If something inappropriate is flagged, the system blocks it, for example, by returning a blurred or blacked-out result, with guidance for the user to adjust their parameters. The goal is to prevent abuse without breaking the flow, so the system stays both reliable and safe to use.
Vaxman says that a company’s AI software system must be able to host these models across a cluster of servers and allow them to communicate efficiently. Building such a platform isn’t as simple as downloading an AI model from the web i.e. it demands a full hosting infrastructure.
GPU power & payoff
In the case of visual media, he suggests that infrastructure requires more than just regular CPU servers. It needs GPU servers which are more expensive (obviously), are harder to manage and are more complex to scale.
“On top of that, your API layer must be able to allow these models sufficient time to run, yet still deliver the appearance of a fast, reliable, scalable single API call. That means supporting both large batches of images and large numbers of customers without bottlenecks,” said Vaxman. “The hosting platform must dynamically scale AI models with demand while efficiently sharing them across workflows. When usage spikes, it spins up new instances; when demand drops, it scales back to free GPU resources. The goal is cost efficiency, running the fewest GPU servers possible while still meeting demand. But with asynchronous workflows, the platform also has to coordinate communication seamlessly across servers.”
This combination makes the backend engineering of such a platform highly complex.
Building smarter, not harder
Cloudinary built its hosting platform on top of AWS because it wanted high scale while keeping costs efficient for customers. But, advises Vaxman, this is a “huge effort” that “probably doesn’t make sense” for other use cases. He recommends starting with existing hosting platforms like RUN:AI, AWS SageMaker, or Hugging Face before building. Off-the-shelf solutions can take a team from zero to something usable very quickly. Only later should you consider custom optimisations.

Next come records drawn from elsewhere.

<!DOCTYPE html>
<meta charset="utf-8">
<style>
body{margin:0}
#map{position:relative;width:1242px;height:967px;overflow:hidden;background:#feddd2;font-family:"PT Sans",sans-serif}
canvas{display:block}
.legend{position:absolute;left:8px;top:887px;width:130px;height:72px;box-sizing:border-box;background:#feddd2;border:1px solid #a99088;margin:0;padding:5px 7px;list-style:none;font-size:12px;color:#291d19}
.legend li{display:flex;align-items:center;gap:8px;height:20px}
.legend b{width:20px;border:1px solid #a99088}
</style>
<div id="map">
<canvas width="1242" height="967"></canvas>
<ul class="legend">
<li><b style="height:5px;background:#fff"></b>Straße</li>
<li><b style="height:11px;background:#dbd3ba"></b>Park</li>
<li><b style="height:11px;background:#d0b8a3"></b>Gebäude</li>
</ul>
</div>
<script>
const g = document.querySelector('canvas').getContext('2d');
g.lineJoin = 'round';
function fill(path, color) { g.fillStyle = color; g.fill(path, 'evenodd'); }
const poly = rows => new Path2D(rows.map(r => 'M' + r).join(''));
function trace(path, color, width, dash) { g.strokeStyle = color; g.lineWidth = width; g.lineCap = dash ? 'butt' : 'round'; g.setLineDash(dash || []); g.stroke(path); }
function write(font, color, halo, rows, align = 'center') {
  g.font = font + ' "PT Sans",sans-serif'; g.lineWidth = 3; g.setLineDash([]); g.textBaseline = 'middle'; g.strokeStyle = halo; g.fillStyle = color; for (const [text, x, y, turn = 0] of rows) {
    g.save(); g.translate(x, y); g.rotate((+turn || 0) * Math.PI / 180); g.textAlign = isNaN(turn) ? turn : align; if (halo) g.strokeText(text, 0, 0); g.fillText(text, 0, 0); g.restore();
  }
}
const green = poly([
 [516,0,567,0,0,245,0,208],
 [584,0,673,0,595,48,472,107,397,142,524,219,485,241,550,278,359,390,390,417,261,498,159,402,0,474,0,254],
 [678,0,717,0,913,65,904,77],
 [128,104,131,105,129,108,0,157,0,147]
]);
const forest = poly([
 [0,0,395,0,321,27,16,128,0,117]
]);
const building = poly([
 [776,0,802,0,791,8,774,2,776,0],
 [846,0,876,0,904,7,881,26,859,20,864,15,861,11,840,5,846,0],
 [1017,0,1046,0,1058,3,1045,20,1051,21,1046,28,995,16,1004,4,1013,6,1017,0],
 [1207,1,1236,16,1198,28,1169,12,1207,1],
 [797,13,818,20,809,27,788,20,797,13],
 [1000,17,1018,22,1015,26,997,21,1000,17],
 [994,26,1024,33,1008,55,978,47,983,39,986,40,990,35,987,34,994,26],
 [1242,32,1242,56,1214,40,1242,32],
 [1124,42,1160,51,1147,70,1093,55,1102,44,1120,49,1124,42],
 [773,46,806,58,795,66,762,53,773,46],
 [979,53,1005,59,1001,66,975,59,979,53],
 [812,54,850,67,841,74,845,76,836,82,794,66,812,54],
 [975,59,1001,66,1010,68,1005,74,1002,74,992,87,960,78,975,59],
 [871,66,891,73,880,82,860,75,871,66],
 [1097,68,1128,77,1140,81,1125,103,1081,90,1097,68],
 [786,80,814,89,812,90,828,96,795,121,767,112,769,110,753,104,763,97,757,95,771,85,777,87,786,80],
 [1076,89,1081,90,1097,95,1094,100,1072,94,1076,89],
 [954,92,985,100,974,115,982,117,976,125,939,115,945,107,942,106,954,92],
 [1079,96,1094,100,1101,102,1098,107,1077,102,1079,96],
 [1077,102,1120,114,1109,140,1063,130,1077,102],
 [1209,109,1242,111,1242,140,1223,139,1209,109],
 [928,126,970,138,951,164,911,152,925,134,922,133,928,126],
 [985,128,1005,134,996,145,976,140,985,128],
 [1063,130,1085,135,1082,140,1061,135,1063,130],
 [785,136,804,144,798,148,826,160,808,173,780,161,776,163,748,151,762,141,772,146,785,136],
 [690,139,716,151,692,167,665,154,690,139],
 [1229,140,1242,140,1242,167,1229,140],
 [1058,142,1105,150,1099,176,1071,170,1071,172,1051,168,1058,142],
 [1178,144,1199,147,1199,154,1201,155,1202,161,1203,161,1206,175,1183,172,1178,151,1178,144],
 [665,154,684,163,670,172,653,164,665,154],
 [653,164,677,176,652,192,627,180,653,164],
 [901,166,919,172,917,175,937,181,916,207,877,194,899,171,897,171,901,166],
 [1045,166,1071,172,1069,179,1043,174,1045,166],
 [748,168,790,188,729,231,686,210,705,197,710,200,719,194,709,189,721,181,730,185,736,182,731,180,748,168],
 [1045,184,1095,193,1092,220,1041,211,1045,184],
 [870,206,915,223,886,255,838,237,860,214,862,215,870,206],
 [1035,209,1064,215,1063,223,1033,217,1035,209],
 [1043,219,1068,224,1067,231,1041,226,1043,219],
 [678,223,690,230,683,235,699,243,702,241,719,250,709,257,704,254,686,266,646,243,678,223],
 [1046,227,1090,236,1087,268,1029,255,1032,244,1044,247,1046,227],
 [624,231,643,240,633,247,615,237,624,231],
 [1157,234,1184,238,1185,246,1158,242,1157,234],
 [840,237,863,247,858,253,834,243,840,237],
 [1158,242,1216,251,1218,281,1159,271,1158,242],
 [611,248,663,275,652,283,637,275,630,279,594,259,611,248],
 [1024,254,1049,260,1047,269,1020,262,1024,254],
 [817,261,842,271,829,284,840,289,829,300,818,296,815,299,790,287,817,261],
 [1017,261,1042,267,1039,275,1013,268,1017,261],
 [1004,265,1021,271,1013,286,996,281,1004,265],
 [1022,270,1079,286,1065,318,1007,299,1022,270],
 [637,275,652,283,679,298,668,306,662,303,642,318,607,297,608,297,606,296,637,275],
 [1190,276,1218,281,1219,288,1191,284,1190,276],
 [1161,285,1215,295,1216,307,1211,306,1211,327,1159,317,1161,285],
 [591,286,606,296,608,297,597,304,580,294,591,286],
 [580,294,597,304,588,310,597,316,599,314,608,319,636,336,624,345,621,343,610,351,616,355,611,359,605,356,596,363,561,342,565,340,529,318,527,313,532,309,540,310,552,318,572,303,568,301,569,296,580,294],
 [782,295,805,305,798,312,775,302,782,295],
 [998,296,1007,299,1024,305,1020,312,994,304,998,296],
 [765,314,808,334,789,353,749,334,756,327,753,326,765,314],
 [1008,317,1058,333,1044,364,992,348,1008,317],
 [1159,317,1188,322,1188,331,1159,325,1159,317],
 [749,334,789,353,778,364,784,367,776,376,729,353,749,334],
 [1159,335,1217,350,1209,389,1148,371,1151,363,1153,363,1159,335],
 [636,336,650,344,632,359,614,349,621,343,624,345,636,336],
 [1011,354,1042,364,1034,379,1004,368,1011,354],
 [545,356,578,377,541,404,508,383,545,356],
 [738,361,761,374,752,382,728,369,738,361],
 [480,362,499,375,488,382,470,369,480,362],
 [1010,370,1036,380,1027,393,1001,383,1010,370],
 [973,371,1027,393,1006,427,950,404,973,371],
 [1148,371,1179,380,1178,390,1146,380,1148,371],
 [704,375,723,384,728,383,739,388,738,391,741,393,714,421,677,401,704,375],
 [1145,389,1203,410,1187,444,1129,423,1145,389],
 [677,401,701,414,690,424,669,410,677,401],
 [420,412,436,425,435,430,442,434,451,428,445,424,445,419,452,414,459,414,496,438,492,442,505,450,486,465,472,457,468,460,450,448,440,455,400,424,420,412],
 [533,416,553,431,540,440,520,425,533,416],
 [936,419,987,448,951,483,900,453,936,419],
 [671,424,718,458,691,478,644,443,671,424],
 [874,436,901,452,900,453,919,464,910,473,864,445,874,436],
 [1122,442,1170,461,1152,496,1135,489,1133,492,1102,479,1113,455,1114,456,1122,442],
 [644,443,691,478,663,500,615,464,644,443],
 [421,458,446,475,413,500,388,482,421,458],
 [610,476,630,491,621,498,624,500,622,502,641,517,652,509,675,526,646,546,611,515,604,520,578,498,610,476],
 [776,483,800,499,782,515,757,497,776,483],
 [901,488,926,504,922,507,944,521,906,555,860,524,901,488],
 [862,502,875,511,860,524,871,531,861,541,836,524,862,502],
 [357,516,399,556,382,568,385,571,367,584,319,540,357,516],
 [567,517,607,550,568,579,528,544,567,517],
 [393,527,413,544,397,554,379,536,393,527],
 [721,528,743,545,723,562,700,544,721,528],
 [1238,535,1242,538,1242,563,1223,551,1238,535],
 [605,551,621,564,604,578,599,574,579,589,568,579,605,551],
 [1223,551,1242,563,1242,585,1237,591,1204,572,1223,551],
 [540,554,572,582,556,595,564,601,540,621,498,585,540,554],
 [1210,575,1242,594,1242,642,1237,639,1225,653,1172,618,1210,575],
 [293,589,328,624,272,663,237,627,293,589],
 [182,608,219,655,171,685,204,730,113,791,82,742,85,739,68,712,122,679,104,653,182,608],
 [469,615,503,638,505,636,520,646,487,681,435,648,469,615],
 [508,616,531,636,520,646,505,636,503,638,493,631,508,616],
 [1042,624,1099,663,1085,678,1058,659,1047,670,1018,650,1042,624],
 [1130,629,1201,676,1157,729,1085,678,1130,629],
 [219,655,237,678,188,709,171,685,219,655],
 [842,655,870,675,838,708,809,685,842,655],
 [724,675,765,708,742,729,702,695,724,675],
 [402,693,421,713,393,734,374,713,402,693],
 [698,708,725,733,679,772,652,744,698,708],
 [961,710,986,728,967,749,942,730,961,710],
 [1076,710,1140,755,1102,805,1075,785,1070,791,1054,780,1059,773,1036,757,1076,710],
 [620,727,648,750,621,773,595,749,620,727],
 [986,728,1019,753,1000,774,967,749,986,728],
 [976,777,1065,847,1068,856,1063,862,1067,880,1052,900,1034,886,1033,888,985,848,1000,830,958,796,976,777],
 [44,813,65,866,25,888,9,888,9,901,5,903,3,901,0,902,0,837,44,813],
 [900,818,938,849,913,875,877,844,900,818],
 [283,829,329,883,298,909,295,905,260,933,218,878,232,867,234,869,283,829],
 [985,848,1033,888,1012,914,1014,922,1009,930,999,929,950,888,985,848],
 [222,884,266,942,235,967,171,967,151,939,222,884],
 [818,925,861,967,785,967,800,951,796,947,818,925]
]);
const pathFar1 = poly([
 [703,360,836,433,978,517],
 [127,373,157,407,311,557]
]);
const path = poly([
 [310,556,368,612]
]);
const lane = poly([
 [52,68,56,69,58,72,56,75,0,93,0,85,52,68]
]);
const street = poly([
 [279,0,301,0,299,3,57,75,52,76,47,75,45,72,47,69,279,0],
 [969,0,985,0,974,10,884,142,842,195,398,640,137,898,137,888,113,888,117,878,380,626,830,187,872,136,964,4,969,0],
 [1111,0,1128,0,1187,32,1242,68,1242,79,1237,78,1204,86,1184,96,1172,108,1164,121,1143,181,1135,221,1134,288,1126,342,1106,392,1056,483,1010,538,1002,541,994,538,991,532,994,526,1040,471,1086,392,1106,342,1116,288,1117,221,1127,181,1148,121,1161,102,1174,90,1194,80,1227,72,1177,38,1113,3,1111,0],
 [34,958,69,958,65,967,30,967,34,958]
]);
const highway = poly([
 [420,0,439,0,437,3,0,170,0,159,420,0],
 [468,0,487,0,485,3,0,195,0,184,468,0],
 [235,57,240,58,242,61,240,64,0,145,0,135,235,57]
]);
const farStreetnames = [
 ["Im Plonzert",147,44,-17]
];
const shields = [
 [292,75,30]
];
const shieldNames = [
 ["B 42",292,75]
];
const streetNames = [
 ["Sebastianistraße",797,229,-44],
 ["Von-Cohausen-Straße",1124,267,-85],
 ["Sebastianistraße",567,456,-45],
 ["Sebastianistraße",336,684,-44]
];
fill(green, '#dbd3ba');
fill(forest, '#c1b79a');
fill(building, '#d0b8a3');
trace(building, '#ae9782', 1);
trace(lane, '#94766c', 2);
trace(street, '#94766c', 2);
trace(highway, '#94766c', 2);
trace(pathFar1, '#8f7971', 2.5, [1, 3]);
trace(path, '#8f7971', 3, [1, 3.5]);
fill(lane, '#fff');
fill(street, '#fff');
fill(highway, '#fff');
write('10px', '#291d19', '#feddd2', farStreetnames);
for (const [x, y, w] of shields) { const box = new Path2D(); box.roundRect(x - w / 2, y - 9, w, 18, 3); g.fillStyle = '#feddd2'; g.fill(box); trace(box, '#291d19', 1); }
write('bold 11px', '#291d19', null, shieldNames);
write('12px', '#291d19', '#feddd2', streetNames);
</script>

“Also, remember that optimisation is critical. Not just for the hosting platform, but for the models themselves. Costs are high, and usage patterns are often bursty rather than steady. To keep API costs low, you need a system that can scale up and down quickly, but you also need to optimise the models so they run efficiently. You need a dedicated team focused on performance and optimisation if you want to operate at scale. Having said that, for staffing, ideally, you should have three types of teams in place: a strong backend team to manage the hosting platform, an engineering team to optimise workflows, and a research team to develop the AI models. It’s a significant investment in human resources,” said Vaxman.
Fortunately, there are lots of resources available today, including many commercially viable open source models. To help orchestrate complex workflows, Cloudinary’s own MediaFlows tool and platforms like n8n is popular among AI engineers. There are also lots of community-shared workflows online to handle everything from mundane tasks to highly complex processes.
Building AI workflows today is certainly much more accessible now, but the work appears to still require careful attention to engineering details. As da Vinci himself might say, true simplicity comes from complexity done well.